> Aim of the exercise: Lines from the one containing "I am building" to the end of the data below are to be restated exactly, with both ends included and nothing else.

(Collected data)
•••
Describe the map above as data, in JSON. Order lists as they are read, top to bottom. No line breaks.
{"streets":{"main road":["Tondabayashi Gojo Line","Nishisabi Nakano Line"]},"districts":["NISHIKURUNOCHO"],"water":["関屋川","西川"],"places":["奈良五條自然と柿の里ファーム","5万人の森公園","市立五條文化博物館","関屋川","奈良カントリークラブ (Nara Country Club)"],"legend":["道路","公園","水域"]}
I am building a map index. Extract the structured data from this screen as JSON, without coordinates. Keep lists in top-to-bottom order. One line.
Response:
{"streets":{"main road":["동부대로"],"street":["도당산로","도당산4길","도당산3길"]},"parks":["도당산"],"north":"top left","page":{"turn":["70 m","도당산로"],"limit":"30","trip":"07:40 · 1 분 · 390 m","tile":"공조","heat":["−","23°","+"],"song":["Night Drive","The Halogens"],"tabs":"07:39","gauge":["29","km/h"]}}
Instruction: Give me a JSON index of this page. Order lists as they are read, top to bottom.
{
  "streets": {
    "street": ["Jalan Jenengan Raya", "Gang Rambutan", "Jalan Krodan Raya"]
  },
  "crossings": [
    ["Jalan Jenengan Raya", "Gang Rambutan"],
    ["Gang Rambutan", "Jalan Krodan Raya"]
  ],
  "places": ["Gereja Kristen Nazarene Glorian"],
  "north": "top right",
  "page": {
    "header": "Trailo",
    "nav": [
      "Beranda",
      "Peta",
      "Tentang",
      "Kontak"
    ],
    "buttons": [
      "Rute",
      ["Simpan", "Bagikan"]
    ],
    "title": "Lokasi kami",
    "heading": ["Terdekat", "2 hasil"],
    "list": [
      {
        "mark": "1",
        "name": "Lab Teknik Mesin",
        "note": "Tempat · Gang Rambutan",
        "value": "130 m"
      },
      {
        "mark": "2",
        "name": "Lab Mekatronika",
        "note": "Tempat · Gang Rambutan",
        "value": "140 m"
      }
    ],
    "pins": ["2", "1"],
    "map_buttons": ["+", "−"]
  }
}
•••
> Task output:
I am building a map index. Extract the structured data from this screen as JSON, without coordinates. Keep lists in top-to-bottom order. One line.
Response:
{"streets":{"main road":["동부대로"],"street":["도당산로","도당산4길","도당산3길"]},"parks":["도당산"],"north":"top left","page":{"turn":["70 m","도당산로"],"limit":"30","trip":"07:40 · 1 분 · 390 m","tile":"공조","heat":["−","23°","+"],"song":["Night Drive","The Halogens"],"tabs":"07:39","gauge":["29","km/h"]}}
Instruction: Give me a JSON index of this page. Order lists as they are read, top to bottom.
{
  "streets": {
    "street": ["Jalan Jenengan Raya", "Gang Rambutan", "Jalan Krodan Raya"]
  },
  "crossings": [
    ["Jalan Jenengan Raya", "Gang Rambutan"],
    ["Gang Rambutan", "Jalan Krodan Raya"]
  ],
  "places": ["Gereja Kristen Nazarene Glorian"],
  "north": "top right",
  "page": {
    "header": "Trailo",
    "nav": [
      "Beranda",
      "Peta",
      "Tentang",
      "Kontak"
    ],
    "buttons": [
      "Rute",
      ["Simpan", "Bagikan"]
    ],
    "title": "Lokasi kami",
    "heading": ["Terdekat", "2 hasil"],
    "list": [
      {
        "mark": "1",
        "name": "Lab Teknik Mesin",
        "note": "Tempat · Gang Rambutan",
        "value": "130 m"
      },
      {
        "mark": "2",
        "name": "Lab Mekatronika",
        "note": "Tempat · Gang Rambutan",
        "value": "140 m"
      }
    ],
    "pins": ["2", "1"],
    "map_buttons": ["+", "−"]
  }
}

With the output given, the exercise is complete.